Exercise:
Write out each line of the entries exactly, starting at the first and finishing with the line that contains "position:absolute; left:20px; top:20px;".

------

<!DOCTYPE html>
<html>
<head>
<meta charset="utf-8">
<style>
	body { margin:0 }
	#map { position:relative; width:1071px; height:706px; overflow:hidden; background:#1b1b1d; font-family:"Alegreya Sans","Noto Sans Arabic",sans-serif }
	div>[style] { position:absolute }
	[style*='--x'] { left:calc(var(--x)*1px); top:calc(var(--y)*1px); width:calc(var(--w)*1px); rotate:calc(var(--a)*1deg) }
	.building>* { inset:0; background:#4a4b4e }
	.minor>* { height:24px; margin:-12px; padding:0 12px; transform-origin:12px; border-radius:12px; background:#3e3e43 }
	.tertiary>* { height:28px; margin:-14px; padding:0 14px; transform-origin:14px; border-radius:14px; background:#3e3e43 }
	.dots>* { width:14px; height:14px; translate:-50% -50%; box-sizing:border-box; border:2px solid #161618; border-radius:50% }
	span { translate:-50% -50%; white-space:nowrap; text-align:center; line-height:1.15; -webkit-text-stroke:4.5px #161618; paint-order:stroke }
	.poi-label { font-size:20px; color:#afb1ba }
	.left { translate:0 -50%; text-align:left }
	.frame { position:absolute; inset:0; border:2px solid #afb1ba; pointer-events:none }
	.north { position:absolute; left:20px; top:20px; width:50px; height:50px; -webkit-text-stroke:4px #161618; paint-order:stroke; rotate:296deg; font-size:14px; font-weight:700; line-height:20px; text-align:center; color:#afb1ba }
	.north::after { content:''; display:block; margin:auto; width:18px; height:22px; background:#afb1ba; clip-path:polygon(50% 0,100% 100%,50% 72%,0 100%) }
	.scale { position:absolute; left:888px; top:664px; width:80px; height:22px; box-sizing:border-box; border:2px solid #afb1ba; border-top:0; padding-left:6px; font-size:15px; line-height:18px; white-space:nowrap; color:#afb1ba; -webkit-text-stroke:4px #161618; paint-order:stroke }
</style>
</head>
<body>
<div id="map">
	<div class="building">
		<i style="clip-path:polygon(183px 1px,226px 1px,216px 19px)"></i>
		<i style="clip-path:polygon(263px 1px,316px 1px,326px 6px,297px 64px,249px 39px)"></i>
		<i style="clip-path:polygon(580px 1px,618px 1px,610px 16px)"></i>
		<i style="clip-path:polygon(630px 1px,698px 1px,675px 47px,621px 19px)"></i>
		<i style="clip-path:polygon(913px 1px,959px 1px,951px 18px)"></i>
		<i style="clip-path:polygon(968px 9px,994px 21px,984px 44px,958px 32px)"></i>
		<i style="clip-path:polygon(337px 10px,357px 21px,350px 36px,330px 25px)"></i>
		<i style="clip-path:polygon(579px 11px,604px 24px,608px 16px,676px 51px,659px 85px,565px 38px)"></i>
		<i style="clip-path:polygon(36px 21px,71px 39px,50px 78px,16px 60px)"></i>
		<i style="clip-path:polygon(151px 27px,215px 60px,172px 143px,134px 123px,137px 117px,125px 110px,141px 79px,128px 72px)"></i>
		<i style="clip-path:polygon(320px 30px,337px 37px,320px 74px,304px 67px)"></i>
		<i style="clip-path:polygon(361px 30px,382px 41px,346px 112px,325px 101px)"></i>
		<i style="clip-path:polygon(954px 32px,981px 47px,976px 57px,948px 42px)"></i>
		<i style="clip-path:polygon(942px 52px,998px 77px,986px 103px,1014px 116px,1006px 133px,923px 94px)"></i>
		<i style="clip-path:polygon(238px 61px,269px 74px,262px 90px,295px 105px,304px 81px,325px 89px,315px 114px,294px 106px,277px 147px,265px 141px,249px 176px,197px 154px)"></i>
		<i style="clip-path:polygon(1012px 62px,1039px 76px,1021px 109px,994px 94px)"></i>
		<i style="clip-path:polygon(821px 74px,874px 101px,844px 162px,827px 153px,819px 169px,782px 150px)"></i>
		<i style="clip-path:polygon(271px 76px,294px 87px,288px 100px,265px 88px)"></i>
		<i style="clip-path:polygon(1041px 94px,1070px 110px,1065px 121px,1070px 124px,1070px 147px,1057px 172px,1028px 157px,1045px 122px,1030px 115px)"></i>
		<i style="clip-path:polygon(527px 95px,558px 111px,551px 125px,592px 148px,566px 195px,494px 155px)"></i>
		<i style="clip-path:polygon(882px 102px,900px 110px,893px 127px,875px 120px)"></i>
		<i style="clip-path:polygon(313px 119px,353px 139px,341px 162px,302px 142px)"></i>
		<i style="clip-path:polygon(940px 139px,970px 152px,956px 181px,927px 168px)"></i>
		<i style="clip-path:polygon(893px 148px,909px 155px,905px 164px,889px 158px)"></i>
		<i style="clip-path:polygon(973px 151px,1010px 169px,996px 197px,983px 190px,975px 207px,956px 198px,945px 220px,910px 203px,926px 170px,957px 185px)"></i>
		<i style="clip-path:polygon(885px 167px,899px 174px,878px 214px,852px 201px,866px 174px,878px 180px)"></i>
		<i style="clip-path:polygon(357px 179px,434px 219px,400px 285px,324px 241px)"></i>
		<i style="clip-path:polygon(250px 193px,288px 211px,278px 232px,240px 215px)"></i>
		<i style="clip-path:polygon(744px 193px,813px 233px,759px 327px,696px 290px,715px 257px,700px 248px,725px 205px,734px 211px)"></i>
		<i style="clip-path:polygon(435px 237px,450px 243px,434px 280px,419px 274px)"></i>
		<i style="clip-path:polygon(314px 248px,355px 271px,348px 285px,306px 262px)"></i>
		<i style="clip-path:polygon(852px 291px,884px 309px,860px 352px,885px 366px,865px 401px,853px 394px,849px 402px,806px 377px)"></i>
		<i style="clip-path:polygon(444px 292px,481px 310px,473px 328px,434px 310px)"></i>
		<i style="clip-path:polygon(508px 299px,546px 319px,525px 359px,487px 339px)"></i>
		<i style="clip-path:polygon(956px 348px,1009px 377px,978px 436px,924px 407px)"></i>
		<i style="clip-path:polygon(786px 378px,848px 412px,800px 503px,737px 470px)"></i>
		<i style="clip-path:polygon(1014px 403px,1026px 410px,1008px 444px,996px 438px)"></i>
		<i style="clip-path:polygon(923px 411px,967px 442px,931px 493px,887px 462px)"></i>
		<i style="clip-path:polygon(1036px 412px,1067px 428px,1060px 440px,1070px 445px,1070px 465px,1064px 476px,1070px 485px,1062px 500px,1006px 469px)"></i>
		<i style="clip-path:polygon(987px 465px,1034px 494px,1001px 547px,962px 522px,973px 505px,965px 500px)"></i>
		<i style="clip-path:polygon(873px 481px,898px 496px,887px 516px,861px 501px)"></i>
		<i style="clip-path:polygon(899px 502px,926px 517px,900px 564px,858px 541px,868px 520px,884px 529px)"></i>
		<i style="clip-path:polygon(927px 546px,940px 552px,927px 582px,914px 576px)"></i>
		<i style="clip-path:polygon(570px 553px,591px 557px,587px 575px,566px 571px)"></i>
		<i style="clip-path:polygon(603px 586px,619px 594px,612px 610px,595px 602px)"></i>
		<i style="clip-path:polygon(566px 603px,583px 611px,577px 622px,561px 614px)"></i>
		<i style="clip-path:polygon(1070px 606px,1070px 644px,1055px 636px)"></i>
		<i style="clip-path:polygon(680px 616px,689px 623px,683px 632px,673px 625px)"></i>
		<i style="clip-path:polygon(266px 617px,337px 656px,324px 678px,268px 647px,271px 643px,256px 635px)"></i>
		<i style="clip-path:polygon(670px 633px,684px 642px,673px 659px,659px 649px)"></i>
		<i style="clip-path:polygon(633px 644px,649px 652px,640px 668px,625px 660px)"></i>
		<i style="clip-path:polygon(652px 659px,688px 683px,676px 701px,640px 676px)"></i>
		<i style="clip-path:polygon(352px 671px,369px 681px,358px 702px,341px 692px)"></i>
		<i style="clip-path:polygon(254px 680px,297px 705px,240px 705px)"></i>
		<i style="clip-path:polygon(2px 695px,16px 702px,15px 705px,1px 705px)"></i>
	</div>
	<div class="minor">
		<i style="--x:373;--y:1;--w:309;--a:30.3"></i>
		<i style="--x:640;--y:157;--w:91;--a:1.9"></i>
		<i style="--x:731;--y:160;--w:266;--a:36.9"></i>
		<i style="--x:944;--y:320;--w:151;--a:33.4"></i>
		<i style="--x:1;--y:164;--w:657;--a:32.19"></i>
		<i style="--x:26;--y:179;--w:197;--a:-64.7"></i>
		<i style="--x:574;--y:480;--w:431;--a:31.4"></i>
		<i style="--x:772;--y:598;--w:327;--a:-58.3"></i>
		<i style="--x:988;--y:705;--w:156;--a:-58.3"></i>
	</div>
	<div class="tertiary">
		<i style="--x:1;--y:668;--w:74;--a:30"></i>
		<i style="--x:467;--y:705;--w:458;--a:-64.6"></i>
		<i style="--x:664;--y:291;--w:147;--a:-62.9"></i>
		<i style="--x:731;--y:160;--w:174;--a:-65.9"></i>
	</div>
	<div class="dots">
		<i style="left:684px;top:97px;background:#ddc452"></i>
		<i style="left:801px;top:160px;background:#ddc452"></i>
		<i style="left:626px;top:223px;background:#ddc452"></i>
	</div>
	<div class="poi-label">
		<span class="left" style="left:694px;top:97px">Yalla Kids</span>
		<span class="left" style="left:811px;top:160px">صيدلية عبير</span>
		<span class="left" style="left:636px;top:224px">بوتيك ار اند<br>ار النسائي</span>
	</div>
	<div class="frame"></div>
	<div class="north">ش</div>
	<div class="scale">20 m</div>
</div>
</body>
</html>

------

Result for this task:
<!DOCTYPE html>
<html>
<head>
<meta charset="utf-8">
<style>
	body { margin:0 }
	#map { position:relative; width:1071px; height:706px; overflow:hidden; background:#1b1b1d; font-family:"Alegreya Sans","Noto Sans Arabic",sans-serif }
	div>[style] { position:absolute }
	[style*='--x'] { left:calc(var(--x)*1px); top:calc(var(--y)*1px); width:calc(var(--w)*1px); rotate:calc(var(--a)*1deg) }
	.building>* { inset:0; background:#4a4b4e }
	.minor>* { height:24px; margin:-12px; padding:0 12px; transform-origin:12px; border-radius:12px; background:#3e3e43 }
	.tertiary>* { height:28px; margin:-14px; padding:0 14px; transform-origin:14px; border-radius:14px; background:#3e3e43 }
	.dots>* { width:14px; height:14px; translate:-50% -50%; box-sizing:border-box; border:2px solid #161618; border-radius:50% }
	span { translate:-50% -50%; white-space:nowrap; text-align:center; line-height:1.15; -webkit-text-stroke:4.5px #161618; paint-order:stroke }
	.poi-label { font-size:20px; color:#afb1ba }
	.left { translate:0 -50%; text-align:left }
	.frame { position:absolute; inset:0; border:2px solid #afb1ba; pointer-events:none }
	.north { position:absolute; left:20px; top:20px; width:50px; height:50px; -webkit-text-stroke:4px #161618; paint-order:stroke; rotate:296deg; font-size:14px; font-weight:700; line-height:20px; text-align:center; color:#afb1ba }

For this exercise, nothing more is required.